Logorrhea
I don't know about you, but when I see a logo of some sort, my brain immediately and without being asked begins to unpick it for meanings.
Not everybody's brain works the same way. Jim's doesn't. He's a very visual person and an artist, but he doesn't analyze graphical images for subtextual meanings. As an example of what I mean, this is the outside of the Halifax Metro Centre:
I don't even know how it came up in conversation, but I mentioned the fact that the logo, which consists of two stacked squares, two right triangles, and a circle, was obviously meant to represent the letters H M and possibly C (I could argue it either way). I mean, it was obvious to me: Jim, who had been living in Halifax for years before we met, had seen the sign hundreds of times and had never even considered that the logo might be anything other than an abstract design.

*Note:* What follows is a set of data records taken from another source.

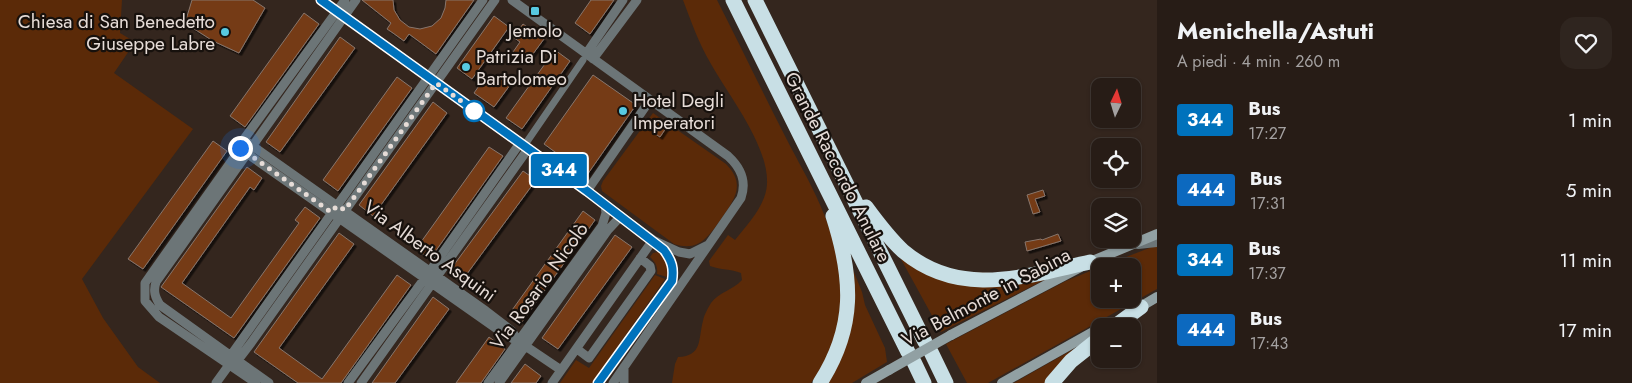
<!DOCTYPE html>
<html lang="it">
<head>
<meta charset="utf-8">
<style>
  :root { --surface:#271c16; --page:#2f251f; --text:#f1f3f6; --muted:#a4a1a1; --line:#433a35 }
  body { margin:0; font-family:Jost,sans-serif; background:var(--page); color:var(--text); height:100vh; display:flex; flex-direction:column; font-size:19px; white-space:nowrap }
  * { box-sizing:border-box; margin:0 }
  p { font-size:16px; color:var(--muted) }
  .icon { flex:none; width:28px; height:28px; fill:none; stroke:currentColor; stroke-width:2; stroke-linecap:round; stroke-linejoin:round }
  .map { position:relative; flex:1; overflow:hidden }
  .drawer { display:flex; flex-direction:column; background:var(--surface); width:475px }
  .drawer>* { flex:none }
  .badge { padding:0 10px; border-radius:4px; font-size:18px; line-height:32px }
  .needle { width:32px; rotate:4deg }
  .fabs { position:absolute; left:1091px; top:78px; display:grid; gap:10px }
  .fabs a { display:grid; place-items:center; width:50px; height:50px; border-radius:10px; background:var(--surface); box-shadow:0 1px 4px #0004,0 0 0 1px var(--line); font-size:25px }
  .you { position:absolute; width:25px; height:25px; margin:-12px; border:4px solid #fff; border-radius:50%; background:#1a73e8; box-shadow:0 0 0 8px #1a73e833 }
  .map>.badge { position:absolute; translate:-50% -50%; box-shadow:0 0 0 2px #fff }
  .round { display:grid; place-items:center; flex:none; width:52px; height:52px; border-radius:15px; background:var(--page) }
  .summary { display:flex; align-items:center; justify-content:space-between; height:85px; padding:0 20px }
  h1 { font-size:24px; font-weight:700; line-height:38px }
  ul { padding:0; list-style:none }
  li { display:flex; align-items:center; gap:15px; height:70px; padding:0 20px }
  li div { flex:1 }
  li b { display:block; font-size:19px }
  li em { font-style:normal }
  li .badge { min-width:55px; font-weight:700; text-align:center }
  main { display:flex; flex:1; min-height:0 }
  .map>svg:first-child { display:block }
  .green { fill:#5b2a08 }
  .building { fill:#753a12; stroke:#88766d; filter:url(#shadow) }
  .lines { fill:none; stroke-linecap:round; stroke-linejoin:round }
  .pedestrian { stroke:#6c7577; stroke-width:7 }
  .minor { stroke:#6c7577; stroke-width:9 }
  .tertiary { stroke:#6c7577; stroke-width:10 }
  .secondary { stroke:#91a0a3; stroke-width:10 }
  .motorway { stroke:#c8dfe5; stroke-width:15 }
  .secondary-bridge { stroke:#91a0a3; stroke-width:10 }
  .line-casing { stroke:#fff; stroke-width:11 }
  .line { stroke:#0072bc; stroke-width:8 }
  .walk { stroke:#e6dcd7; stroke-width:5; stroke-dasharray:0 9 }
  .poi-dot { fill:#57c9e1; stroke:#17110d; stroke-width:2 }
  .stop-dot { fill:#fff; stroke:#0072bc; stroke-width:2.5 }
  .labels { text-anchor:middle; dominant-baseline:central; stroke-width:4.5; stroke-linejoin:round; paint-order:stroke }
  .poi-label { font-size:19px; fill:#e6dcd7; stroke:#17110d; text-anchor:start }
  .street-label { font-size:19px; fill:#e6dcd7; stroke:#17110d }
</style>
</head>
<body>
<main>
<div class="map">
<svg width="1157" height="383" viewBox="0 0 1157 383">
  <defs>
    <filter id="shadow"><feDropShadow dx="2.5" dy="2.5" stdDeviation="0" flood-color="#0009"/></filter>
  </defs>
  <rect width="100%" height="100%" fill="#34261e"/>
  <!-- green -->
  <path class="green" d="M0 0H122L120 33 135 42 114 73 193 129 82 279 103 318 138 367 160 383H0Z
    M683 0H717C740 45 762 91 785 136 797 160 811 183 821 207 847 267 852 328 811 383H672L675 364 678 357C703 356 698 339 703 321 704 315 708 308 711 303 719 292 733 290 742 280L741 273C731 269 721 270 710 266L709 261 728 235 735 240C748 224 766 205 767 184 769 146 729 96 711 64 699 44 691 21 683 0Z
    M653 113 726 164C746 184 735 199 721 219 708 237 699 252 674 244L602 191 601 186 603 181Z
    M1157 245V289L988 383H967L946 344 1066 281 1100 267V299H1132V266H1103Z
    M896 250 930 271 1054 275 941 332Z
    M658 252C667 257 671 267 667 277L657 274C658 266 655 262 650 257L653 253Z
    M852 267 862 292 865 305 885 348 887 362 852 383H825Z
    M655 275 665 279 592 383H560L576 360 589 368Z
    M1079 346 1048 383H1014Z"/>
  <!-- building -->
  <path class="building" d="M192 0H253L265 8 239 53 213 41 185 23Z
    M362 0H393L394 10 400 20 409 27 420 29 432 26 441 18 445 8 446 0H474L436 54 409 34 404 41 393 33 387 29 391 23Z
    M591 0H614L590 34 575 23Z
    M304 13 319 24 245 127 230 116Z
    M494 16 509 27 472 79 457 68Z
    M523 24 544 39 527 62 513 52 520 42 513 37Z
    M340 37 355 48 280 152 266 142Z
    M555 50 570 61 522 129 506 118Z
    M497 75 510 85 494 107 474 93 483 80 490 85Z
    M593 75 636 105 587 175 544 144Z
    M397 77 412 88 338 191 323 180Z
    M433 102 447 113 373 216 359 205Z
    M661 124 666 128 660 137 654 133Z
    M213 141 227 151 143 269 128 259Z
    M489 147 503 156 430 259 416 249Z
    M247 167 262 178 254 190 250 187 182 283 231 318 299 223 295 220 305 207 320 218 234 338 161 287Z
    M523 171 536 180 461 282 448 273Z
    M1043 190 1045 196 1035 199 1040 212 1033 214 1027 195Z
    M583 211 595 220 522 322 510 313Z
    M339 233 354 244 279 348 322 379 397 275 411 285 341 383H298L254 352Z
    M1058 234 1061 241 1027 251 1025 242 1041 239 1042 240Z
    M615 235 632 247 558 349 542 338Z
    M433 297 449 309 395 383H372Z
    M489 337 505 349 481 383H456Z
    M525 364 541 376 536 383H511Z"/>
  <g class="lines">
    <!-- pedestrian -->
    <path class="pedestrian" d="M524 146 583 60"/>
    <!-- minor -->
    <path class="minor" d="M321 0 570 179 653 240 679 252 690 254 708 245
      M512 0 728 156C741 168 747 181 741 198L613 383
      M586 54 623 0
      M593 59 637 0
      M247 142 486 311 512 331 518 341
      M242 150 507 336 518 341 561 370
      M587 191 650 100
      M577 349 589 358 651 271 650 266 640 258
      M234 362 238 360 251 343 495 0
      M216 383 229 365 231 355 483 0
      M256 383 159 317 145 301V283L240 149 244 139 345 0
      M269 383 160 305C155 297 153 291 156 282L356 0
      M348 383 430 271 520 143
      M361 383 528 149
      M488 383 602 226 606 213 605 205
      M499 383 608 230 621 216
      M552 383 653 240
      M598 383 672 281C675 266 671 256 659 245
      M624 383V367"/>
    <!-- tertiary -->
    <path class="tertiary" d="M1138 244 1157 242"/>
    <!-- secondary -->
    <path class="secondary" d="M1135 310 1157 297
      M951 335 1090 262 1157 234
      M866 383 889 370
      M1002 383 1100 328"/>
    <!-- motorway -->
    <path class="motorway" d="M733 0 908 352
      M755 0 925 342
      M866 207C877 222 889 238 903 251 960 299 1025 276 1090 262
      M1115 326 1141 307
      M931 352 946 383
      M914 362 924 383
      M820 383C856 327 853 278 833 216
      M1052 383 1071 361 1100 338"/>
    <!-- secondary-bridge -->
    <path class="secondary-bridge" d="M889 370 951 335"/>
  </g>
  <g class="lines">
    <defs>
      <path id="line" d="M321 0 587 191 664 250C672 261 674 268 672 281L598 383"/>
    </defs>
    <!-- line casing -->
    <use href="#line" class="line-casing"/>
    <!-- line -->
    <use href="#line" class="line"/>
    <!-- walk -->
    <path class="walk" d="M240 148 331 212 337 206 345 210 436 83 479 114 474 111"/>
  </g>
  <!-- markers -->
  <g class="poi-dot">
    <rect x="530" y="6" width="10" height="10" rx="2.5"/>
    <circle cx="225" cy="32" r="5"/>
    <circle cx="466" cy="67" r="5"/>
    <circle cx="623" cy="111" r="5"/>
  </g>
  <circle class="stop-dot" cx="474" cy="111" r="10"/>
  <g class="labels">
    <!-- poi labels -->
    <g class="poi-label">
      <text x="215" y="21" text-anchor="end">Chiesa di San Benedetto<tspan x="215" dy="22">Giuseppe Labre</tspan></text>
      <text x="535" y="30" text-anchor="middle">Jemolo</text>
      <text x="476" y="56">Patrizia Di<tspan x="476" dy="22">Bartolomeo</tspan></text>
      <text x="633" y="100">Hotel Degli<tspan x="633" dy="22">Imperatori</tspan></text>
    </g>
    <!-- street labels -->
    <g class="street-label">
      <text transform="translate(838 167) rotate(63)">Grande Raccordo Anulare</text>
      <text transform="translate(430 251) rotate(36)">Via Alberto Asquini</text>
      <text transform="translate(539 286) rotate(-54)">Via Rosario Nicolò</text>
      <text transform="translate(986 297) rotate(-28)">Via Belmonte in Sabina</text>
    </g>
  </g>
</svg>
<div class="fabs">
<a><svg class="needle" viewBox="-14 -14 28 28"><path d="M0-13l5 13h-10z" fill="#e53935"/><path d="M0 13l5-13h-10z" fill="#a4a1a1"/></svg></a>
<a><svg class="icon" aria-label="locate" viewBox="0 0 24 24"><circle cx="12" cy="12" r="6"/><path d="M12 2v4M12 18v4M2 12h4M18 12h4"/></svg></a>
<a><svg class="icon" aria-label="layers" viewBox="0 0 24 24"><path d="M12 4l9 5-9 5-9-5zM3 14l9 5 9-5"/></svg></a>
<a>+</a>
<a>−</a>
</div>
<div class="you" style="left:240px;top:148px"></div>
<b class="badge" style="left:559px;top:170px;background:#0072bc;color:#fff">344</b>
</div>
<section class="drawer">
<div class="summary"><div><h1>Menichella/Astuti</h1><p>A piedi · 4 min · 260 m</p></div><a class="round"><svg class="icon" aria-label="heart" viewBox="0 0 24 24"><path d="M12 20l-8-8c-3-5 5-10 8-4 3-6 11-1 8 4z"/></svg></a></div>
<ul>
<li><span class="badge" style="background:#0072bc;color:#fff">344</span><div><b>Bus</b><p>17:27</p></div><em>1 min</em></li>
<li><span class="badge" style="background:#0c69bf;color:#fff">444</span><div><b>Bus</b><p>17:31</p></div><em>5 min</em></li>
<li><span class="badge" style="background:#0072bc;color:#fff">344</span><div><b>Bus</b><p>17:37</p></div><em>11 min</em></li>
<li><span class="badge" style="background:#0c69bf;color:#fff">444</span><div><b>Bus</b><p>17:43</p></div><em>17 min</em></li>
</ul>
</section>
</main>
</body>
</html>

When I saw the following ad on Pharyngula, I thought, "Oh, you have got to be kidding me."
It reads "Ascent of Atheism": it's for an upcoming conference in mountainous Denver, Colorado, and so the large 'A's are shaped like mountains. Very clever!
And also unfortunately a very bad idea, because if you treat the 'A's as literal mountains, as graphical objects, then the logo reads "Scent of Theism". Did it not occur to anybody involved in the design of this thing that when you chop off the first letter of the two main words in the logo — a thing which in fact the design invites you to do by making those letters perform double duty — then the logo would take on a drastically different meaning? Because it's the FIRST THING I THOUGHT OF.
This is really just a variant on proofreading: you have to let any kind of visual information, whether text or graphics, pass under at least two different, and I mean very different, pairs of eyes before you unleash it on the public, because if there's a critical mistake or an unintended meaning, you have to give as many people as possible the chance to catch it.